* Alan Stern ([email protected]) wrote:
> On Tue, 26 Oct 2010, Mathieu Desnoyers wrote:
>
> > * Peter Zijlstra ([email protected]) wrote:
> > > On Tue, 2010-10-26 at 11:56 -0500, Pierre Tardy wrote:
> > > >
> > > > + trace_runtime_pm_usage(dev,
> > > > atomic_read(&dev->power.usage_count)+1);
> > > > atomic_inc(&dev->power.usage_count);
> > >
> > > That's terribly racy..
> >
> > Looking at the original code, it looks racy even without considering the
> > tracepoint:
> >
> > int __pm_runtime_get(struct device *dev, bool sync)
> > {
> > int retval;
> >
> > + trace_runtime_pm_usage(dev, atomic_read(&dev->power.usage_count)+1);
> > atomic_inc(&dev->power.usage_count);
> > retval = sync ? pm_runtime_resume(dev) : pm_request_resume(dev);
> >
> > There is no implied memory barrier after "atomic_inc". So either all these
> > inc/dec are protected with mutexes or spinlocks, in which case one might
> > wonder
> > why atomic operations are used at all, or it's a racy mess. (I vote for the
> > second option)
>
> I don't understand. What's the problem? The inc/dec are atomic
> because they are not protected by spinlocks, but everything else is
> (aside from the tracepoint, which is new).
>
> > kref should certainly be used there.
>
> What for?
kref has the following "get":
atomic_inc(&kref->refcount);
smp_mb__after_atomic_inc();
What seems to be missing in __pm_runtime_get() and pm_runtime_get_noresume() is
the memory barrier after the atomic increment. The atomic increment is free to
be reordered into the following spinlock (within pm_request_resume or pm_request
resume execution) because taking a spinlock only acts as a memory barrier with
acquire semantic, not a full memory barrier.

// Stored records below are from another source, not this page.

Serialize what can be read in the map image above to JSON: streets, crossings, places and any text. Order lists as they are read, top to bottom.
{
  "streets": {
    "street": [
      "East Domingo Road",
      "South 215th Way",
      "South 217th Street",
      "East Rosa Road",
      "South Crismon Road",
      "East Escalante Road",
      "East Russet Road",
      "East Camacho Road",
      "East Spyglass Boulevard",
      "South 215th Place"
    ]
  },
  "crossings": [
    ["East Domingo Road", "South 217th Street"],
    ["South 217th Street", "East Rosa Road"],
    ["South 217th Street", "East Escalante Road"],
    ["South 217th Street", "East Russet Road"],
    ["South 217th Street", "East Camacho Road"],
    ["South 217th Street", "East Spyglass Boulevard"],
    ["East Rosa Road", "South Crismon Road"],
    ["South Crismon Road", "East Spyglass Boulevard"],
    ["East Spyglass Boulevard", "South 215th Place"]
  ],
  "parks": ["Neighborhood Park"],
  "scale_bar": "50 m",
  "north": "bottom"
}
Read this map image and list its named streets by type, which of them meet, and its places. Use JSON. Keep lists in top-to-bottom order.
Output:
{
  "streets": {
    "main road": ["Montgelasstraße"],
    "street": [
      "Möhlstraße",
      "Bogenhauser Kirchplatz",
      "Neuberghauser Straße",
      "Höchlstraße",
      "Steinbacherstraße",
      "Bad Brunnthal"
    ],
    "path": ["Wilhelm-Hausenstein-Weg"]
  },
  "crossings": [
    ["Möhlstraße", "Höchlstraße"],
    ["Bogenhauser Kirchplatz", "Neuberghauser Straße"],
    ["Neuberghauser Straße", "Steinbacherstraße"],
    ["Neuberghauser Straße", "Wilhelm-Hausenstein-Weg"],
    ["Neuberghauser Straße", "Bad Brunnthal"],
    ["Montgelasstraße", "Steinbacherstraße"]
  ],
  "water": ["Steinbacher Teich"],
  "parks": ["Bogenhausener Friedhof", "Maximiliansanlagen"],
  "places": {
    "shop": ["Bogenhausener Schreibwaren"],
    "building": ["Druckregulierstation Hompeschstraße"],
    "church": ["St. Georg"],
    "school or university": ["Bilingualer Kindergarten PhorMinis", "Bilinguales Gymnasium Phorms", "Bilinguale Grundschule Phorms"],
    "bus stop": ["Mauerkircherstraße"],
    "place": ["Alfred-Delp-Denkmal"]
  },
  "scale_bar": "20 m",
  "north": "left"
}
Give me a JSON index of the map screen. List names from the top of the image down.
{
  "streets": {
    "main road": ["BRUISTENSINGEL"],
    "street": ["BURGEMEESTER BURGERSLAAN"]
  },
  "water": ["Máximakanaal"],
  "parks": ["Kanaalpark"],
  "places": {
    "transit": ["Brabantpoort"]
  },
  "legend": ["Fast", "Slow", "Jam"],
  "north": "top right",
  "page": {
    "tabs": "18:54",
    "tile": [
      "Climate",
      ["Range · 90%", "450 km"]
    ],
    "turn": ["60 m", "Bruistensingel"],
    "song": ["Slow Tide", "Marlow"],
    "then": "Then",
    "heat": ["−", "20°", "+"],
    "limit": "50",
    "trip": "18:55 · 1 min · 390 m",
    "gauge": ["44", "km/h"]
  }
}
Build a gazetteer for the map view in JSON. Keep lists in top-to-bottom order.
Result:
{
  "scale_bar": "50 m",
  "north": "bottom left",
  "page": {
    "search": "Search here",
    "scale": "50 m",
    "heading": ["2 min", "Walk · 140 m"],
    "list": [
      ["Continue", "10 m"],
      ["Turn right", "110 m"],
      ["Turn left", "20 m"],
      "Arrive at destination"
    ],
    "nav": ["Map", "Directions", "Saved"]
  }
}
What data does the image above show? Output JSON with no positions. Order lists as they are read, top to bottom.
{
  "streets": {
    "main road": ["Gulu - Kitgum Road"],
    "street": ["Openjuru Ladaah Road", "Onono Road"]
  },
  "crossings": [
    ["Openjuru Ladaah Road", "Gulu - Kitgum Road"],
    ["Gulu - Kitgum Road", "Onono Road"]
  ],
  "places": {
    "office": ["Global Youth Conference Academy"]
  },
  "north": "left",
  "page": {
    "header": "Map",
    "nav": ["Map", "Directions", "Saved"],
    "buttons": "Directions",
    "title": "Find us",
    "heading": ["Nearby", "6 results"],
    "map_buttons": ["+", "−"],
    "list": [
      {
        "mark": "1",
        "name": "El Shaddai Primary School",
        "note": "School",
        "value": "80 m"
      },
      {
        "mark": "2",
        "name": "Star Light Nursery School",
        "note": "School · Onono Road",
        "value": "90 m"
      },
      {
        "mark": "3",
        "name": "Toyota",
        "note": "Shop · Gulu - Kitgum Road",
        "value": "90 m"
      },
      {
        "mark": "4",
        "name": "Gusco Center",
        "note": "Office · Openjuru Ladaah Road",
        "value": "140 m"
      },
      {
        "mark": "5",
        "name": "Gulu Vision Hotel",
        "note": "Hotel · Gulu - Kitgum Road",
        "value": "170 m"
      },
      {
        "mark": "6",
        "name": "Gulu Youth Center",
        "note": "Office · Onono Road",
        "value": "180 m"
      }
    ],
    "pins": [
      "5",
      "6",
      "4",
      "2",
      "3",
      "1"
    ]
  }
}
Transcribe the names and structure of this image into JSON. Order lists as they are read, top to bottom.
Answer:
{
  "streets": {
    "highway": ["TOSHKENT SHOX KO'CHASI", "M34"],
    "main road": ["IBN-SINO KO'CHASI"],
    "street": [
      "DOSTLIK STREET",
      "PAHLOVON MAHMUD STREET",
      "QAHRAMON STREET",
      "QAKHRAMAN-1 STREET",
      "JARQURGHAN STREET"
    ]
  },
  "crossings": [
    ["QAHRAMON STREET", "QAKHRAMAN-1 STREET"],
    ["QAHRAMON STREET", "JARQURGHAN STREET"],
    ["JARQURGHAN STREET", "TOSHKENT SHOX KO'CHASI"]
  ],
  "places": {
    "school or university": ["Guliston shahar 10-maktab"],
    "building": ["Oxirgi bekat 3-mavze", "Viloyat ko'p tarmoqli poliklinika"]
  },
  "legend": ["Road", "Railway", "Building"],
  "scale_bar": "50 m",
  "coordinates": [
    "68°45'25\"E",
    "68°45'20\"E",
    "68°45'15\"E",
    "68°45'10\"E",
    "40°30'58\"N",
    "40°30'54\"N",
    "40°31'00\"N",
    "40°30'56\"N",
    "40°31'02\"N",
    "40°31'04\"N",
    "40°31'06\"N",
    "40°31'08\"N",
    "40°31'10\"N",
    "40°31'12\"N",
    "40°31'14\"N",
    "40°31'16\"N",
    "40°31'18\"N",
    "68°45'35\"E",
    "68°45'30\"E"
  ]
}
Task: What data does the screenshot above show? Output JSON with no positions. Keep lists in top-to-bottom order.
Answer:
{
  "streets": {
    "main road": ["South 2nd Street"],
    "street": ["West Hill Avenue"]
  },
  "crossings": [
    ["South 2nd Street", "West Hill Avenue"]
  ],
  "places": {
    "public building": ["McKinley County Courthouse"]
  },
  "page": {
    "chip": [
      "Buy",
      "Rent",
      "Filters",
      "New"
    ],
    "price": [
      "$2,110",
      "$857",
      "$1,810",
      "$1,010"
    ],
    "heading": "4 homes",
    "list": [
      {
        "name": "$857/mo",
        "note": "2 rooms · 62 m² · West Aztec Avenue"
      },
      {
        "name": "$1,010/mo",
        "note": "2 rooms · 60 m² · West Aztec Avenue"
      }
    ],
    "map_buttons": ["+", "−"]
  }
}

So AFAIU, the failure scenario would be as follows (sorry for the 80+ columns):
initial conditions: usage_count = 1
CPU A CPU B
1) __pm_runtime_get() (sync = true)
2) atomic_inc(&usage_count) (not committed to memory yet)
3) pm_runtime_resume()
4) spin_lock_irqsave(&dev->power.lock, flags);
5) retval = __pm_request_resume(dev);
6) (execute the body of __pm_request_resume and return)
7) __pm_runtime_put()
(sync = true)
8) if
(atomic_dec_and_test(&dev->power.usage_count))
(still see
usage_count == 1 before decrement,
thus decrement
to 0)
9) pm_runtime_idle()
10) spin_unlock_irqrestore(&dev->power.lock, flags)
11)
spin_lock_irq(&dev->power.lock);
12) retval =
__pm_runtime_idle(dev);
13)
spin_unlock_irq(&dev->power.lock);
So we end up in a situation where CPU A expects the device to be resumed, but
the last action performed has been to bring it to idle.
A smp_mb__after_atomic_inc() between lines 2 and 3 would fix this.
Thanks,
Mathieu
--
Mathieu Desnoyers
Operating System Efficiency R&D Consultant
EfficiOS Inc.
http://www.efficios.com
--
To unsubscribe from this list: send the line "unsubscribe linux-omap" in
the body of a message to [email protected]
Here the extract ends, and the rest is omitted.